In the year since Google’s autonomous vehicle subsidiary Waymo first leveled allegations that Uber had poached star engineer Anthony Levandowski knowing that he was bringing a raft of stolen trade secrets with him, the contentious litigation has consistently revealed new and tantalizing details about the high-octane culture and mercurial personalities within the two companies.
A recently released bombshell document supplied by the Department of Justice created more headaches for the Uber legal team. The letter from former Uber security analyst Richard Jacobs included claims that Uber had encouraged a culture of espionage and trickery to stay ahead in the highly competitive ride-sharing sector. The 37-page letter claims that Uber trained employees to steal trade secrets and hide their tracks, among other things. It also contained an unrelated allegation that Uber had paid a $100,000 ransom to a hacker who had stolen customers’ account information and never reported the data breach to customers or authorities.

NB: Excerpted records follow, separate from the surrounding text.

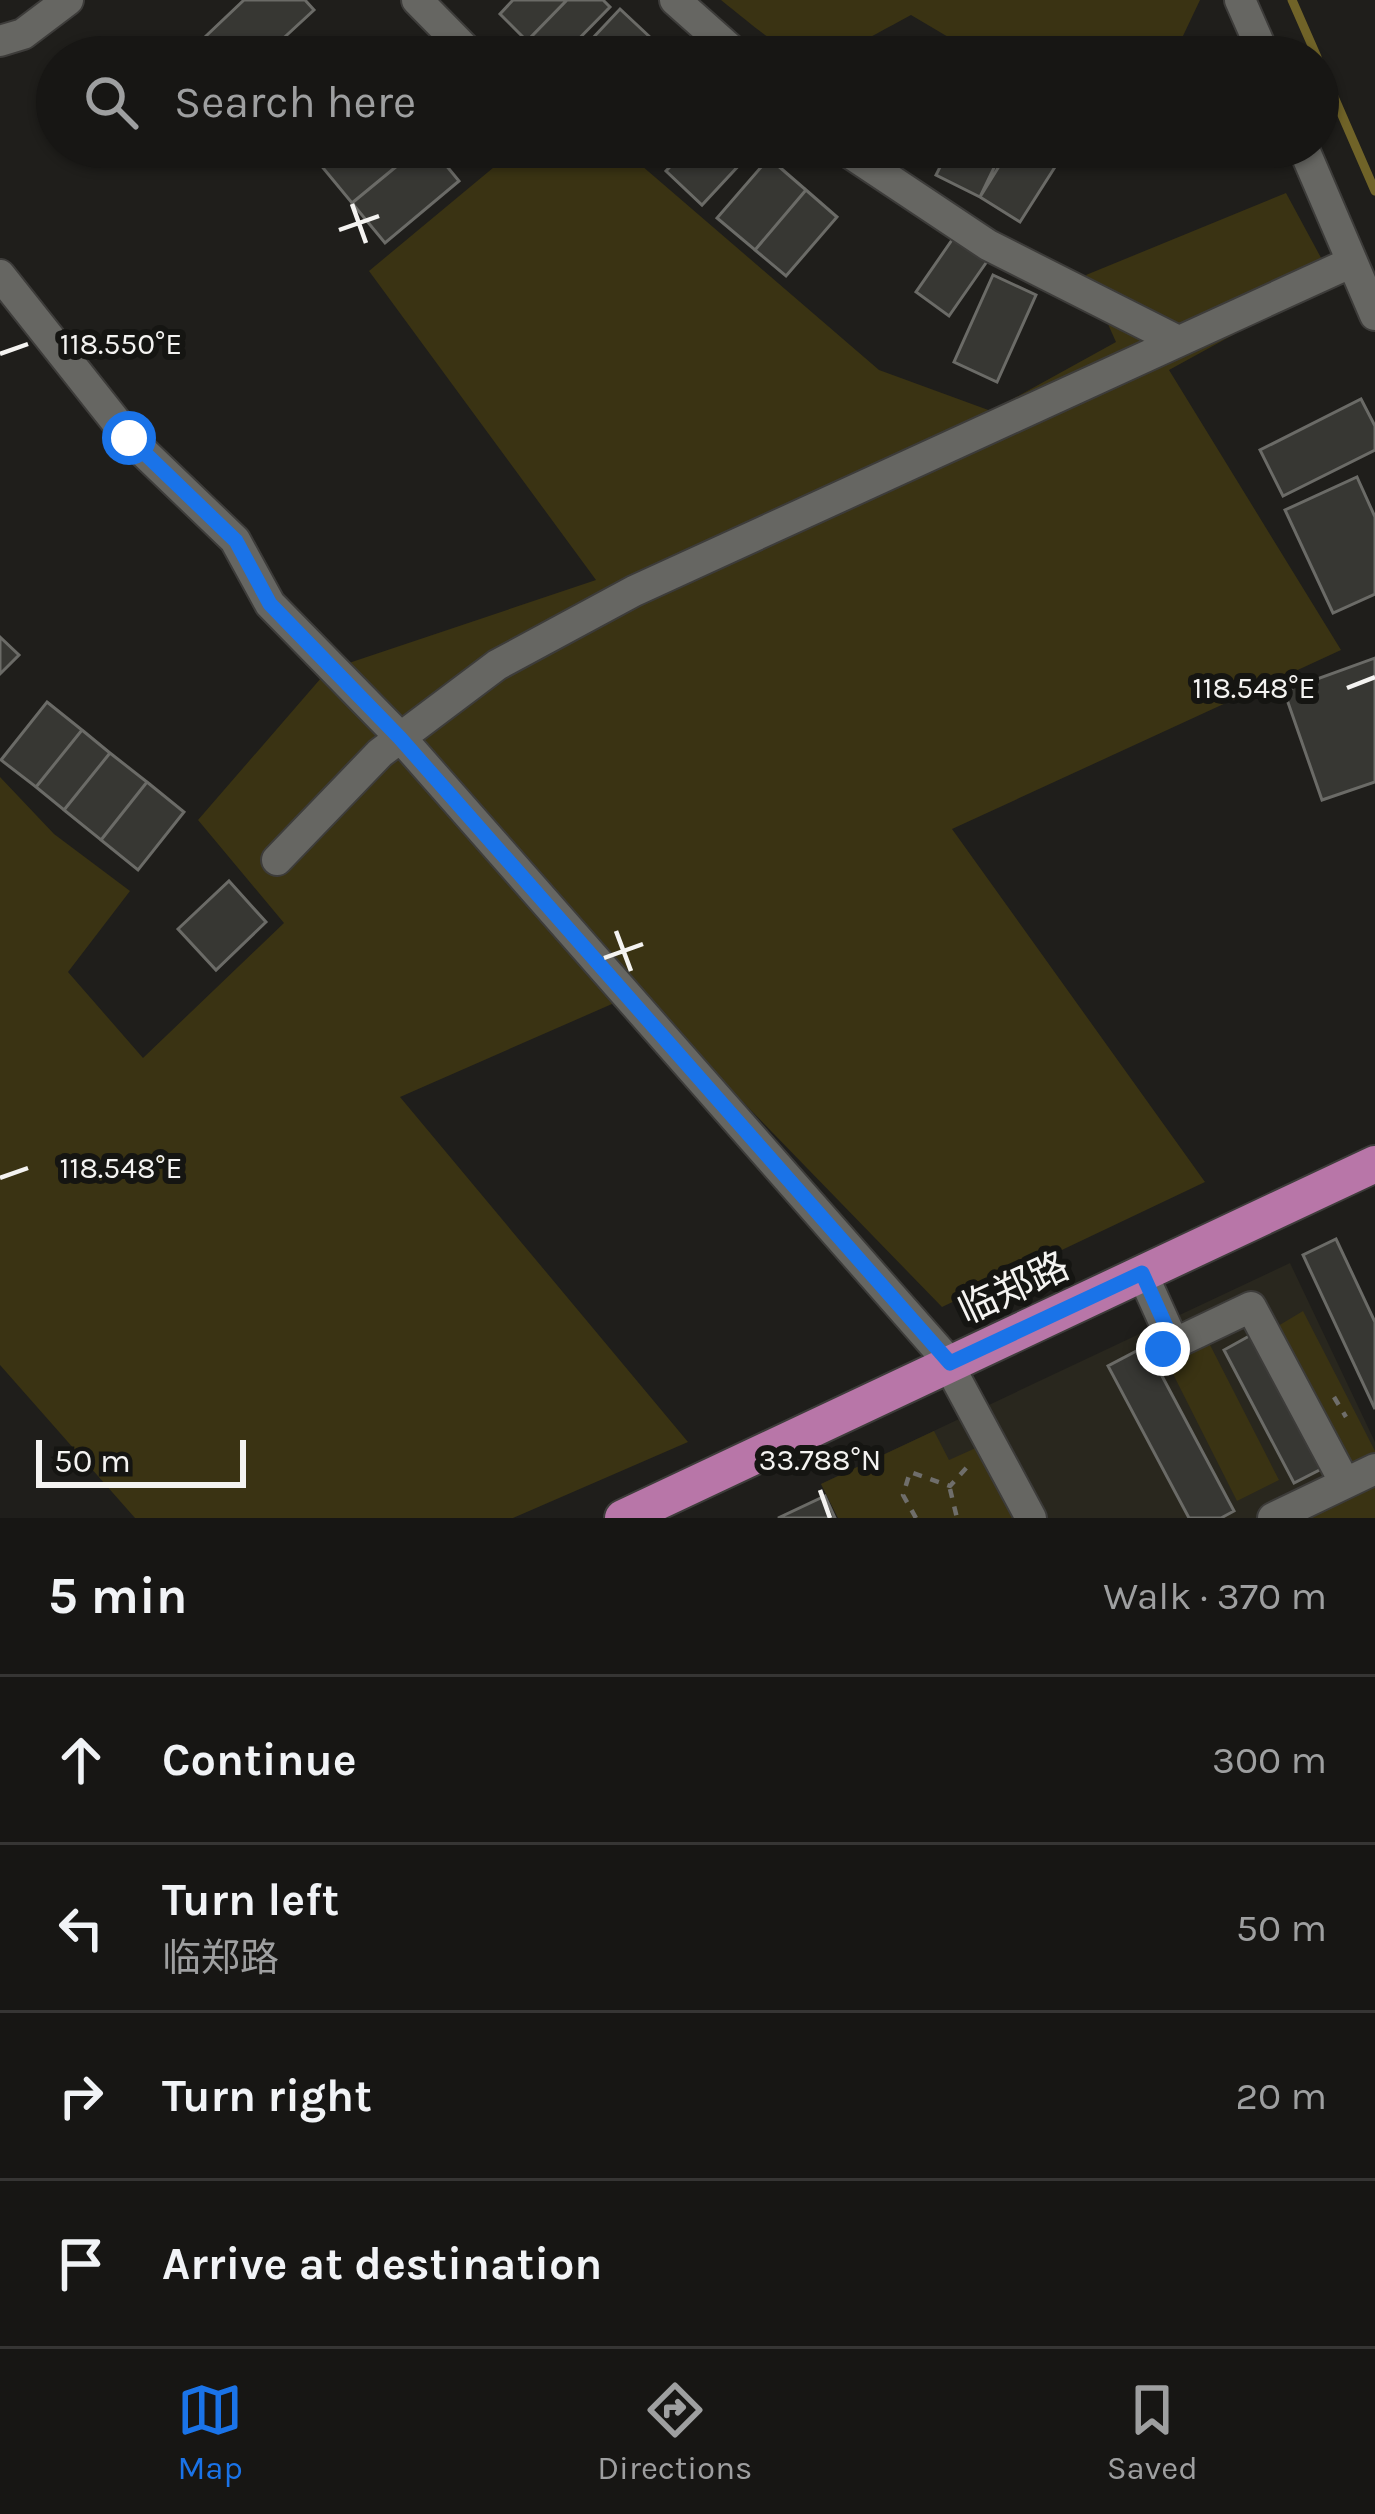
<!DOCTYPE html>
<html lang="en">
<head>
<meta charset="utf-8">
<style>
	body { margin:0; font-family:Karla,"Noto Sans SC",sans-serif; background:#201f1d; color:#f1f3f6 }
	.scale { position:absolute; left:36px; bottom:30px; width:210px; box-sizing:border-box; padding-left:12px; border:6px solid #f4f3f1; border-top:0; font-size:33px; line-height:42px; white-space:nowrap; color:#f4f3f1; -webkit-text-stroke:9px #151512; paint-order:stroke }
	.stop { position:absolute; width:36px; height:36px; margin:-27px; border:9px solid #1a73e8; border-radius:50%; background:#fff }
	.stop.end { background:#1a73e8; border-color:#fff; box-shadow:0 3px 12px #0008 }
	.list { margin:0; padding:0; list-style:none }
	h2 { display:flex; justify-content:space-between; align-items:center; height:156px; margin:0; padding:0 48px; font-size:51px }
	h2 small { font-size:39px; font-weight:400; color:#9e9fa0 }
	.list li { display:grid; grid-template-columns:78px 1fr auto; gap:36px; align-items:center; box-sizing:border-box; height:168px; padding:0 48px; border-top:3px solid #363534 }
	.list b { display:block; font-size:45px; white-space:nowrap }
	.list p { margin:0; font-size:39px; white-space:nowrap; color:#9e9fa0 }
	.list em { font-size:39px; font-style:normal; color:#9e9fa0 }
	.icon { flex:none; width:66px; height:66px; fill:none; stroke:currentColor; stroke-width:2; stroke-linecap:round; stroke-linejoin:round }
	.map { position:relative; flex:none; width:1375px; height:1518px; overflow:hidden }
	.search { position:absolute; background:#171614; box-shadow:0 3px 9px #0004; left:36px; right:36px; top:36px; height:132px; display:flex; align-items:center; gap:30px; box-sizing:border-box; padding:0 42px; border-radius:66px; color:#9e9fa0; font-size:45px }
	.sheet { height:828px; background:#171614 }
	nav { display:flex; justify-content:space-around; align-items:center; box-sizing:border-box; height:168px; border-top:3px solid #363534; background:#171614; font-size:33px; color:#9e9fa0 }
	nav a { display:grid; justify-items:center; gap:6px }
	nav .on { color:#1a73e8 }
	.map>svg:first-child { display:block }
	.built { fill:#29271e }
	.green { fill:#3a3313 }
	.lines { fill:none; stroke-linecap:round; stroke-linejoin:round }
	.stream { stroke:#706328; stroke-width:9 }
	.building { fill:#373733; stroke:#6b6b67; stroke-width:3 }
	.minor-casing { stroke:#3d3c3a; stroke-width:34 }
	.major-casing { stroke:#3d3c3a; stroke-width:40 }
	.path { stroke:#6f6e6b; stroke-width:4.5; stroke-dasharray:9 9; stroke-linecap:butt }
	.minor { stroke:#666662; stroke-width:30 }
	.major { stroke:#b876a8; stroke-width:36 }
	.route { stroke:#1a73e8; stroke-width:15 }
	.ticks { fill:none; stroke:#f4f3f1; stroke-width:4.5 }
	.labels { text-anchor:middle; stroke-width:12; stroke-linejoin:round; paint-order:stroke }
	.street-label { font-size:39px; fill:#f4f3f1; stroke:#151512 }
	.ticks-label { font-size:30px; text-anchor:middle; fill:#f4f3f1; stroke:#151512; stroke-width:12; stroke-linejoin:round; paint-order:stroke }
</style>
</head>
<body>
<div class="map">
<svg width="1375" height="1518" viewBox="0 0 1375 1518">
	<rect width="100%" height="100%" fill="#1f1e1b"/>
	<path class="built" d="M1290 1263 1375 1442V1518H838L821 1484Z"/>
	<path class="green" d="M721 0H1200L1173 57H982L911 15C805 72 815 76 721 0Z
		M518 147H620L879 370 991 411 1116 342 1086 275 1286 193 1333 280 1169 370 1341 650 952 829 1205 1182 942 1307 637 993 400 1097 688 1442 513 1518H135L0 1365V777L54 834 130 891 68 972 143 1058 284 923 198 820 328 670 596 580 369 271Z
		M1303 1311 1375 1451V1457L1351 1468 1278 1326Z
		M1208 1341 1279 1480 1237 1501 1167 1362Z
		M934 1431 949 1460 978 1447 1015 1518H838L821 1484Z
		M1375 1479V1518H1297Z"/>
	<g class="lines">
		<path class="stream" d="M1292 0 1317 57
			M1318 60 1375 191"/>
	</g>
	<path class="building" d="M244 0H305L314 10 263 57H225L206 36Z
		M513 0H567L527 41 500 14Z
		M567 0H603L610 7 561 57H543L527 41Z
		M620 9 652 39 635 57H575Z
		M306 147H338L319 163Z
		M338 147H420L352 203 319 163Z
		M420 147H431L459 181 385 243 352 203Z
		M689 147H756L702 205 666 171Z
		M950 147H1004L980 197 936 175Z
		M1011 147H1048L1062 156 1020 222 980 197Z
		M769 158 806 190 755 250 717 218Z
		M806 190 837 217 786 276 755 250Z
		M954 237 988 260 949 316 916 292Z
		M993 275 1036 295 997 382 954 362Z
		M1361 399 1375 426V450L1283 496 1260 450Z
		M1357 477 1375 517V594L1333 613 1285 510Z
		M0 637 19 655 0 674Z
		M1375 658V782L1322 800 1284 691Z
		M47 702 82 730 36 787 1 760Z
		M82 730 110 753 64 810 36 787Z
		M110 753 147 782 101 840 64 810Z
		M147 782 184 812 138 870 101 840Z
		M229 881 266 922 216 970 178 929Z
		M1336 1239 1375 1322V1409L1303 1255Z
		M1260 1330 1331 1464 1294 1483 1224 1350Z
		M1146 1346 1234 1511 1221 1518H1189L1108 1366Z
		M825 1496 835 1518H778Z"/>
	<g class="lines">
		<g class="minor-casing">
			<path id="minor" d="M417 0 473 57
				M675 0 739 57
				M1240 0 1265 57
				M0 41 23 34 68 0
				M841 147 988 245 1176 340
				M1303 147 1375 315
				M0 275 129 438 235 540 270 604 401 738 950 1363
				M277 860 380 753 497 665 634 591 1352 262
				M1142 1273 1174 1344
				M1163 1349 1251 1307 1345 1483
				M948 1364 1031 1518
				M1273 1518 1375 1469"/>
		</g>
		<g class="major-casing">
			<path id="major" d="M623 1518 1375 1164"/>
		</g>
		<path class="path" d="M1334 1397 1346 1417
			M950 1489 957 1518
			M916 1518 903 1495 910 1472 950 1486 969 1465"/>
		<use href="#minor" class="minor"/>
		<use href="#major" class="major"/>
	</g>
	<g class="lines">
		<path class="route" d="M129 438 236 541 270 604 400 738 950 1363 1142 1273 1174 1344 1163 1349"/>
	</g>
	<path class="ticks" d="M352 204 366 243M339 230 379 216M0 354 28 344M1347 688 1375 677M616 931 631 971M604 958 643 944M0 1178 28 1168M820 1490 830 1518"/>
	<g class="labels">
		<g class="street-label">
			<text transform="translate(1013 1287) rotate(-25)" y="14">临郑路</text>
		</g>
	</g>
	<g class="ticks-label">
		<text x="121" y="354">118.550°E</text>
		<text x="1254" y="698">118.548°E</text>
		<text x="121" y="1178">118.548°E</text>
		<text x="820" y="1470">33.788°N</text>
	</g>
</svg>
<div class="scale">50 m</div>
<div class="stop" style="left:129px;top:438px"></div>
<div class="stop end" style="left:1163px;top:1349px"></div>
<div class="search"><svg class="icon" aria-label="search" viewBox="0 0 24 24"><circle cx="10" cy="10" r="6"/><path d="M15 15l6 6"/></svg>Search here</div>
</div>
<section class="sheet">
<h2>5 min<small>Walk · 370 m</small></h2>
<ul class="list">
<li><svg class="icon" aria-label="ahead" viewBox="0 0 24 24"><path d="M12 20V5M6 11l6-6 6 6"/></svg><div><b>Continue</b></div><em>300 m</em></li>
<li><svg class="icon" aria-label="left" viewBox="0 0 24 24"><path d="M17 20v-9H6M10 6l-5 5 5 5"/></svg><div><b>Turn left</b><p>临郑路</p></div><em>50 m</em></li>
<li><svg class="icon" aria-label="right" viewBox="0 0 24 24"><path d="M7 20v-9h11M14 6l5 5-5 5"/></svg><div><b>Turn right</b></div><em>20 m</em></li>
<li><svg class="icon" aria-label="arrive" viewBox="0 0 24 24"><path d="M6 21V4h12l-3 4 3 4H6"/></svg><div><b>Arrive at destination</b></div></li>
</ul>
</section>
<nav>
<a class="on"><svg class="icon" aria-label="map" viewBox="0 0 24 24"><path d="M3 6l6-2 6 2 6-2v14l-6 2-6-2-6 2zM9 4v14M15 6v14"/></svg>Map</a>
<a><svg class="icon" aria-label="directions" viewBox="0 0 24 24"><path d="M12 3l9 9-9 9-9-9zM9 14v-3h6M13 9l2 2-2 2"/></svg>Directions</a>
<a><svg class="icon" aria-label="saved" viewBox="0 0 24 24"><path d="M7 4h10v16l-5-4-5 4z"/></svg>Saved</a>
</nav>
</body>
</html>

If true, the workplace culture described in the letter could make it challenging for Uber to convince jurors that the theft of Waymo’s trade secrets was the work of a lone wolf. It’s also creating a credibility problem with U.S. District Judge William Alsup, who was not pleased to learn about the letter just days before the scheduled December 2017 start of the trial.
“I can’t trust anything you say because it’s been proven wrong so many times,” Alsup told Uber at the hearing. “You’re just making the impression that this is a total cover-up.”
Judge Alsup agreed to Waymo’s request to delay the trial into 2018, adding that “if even half of what this letter says is true, it would be a huge injustice to force Waymo to go to trial” as planned.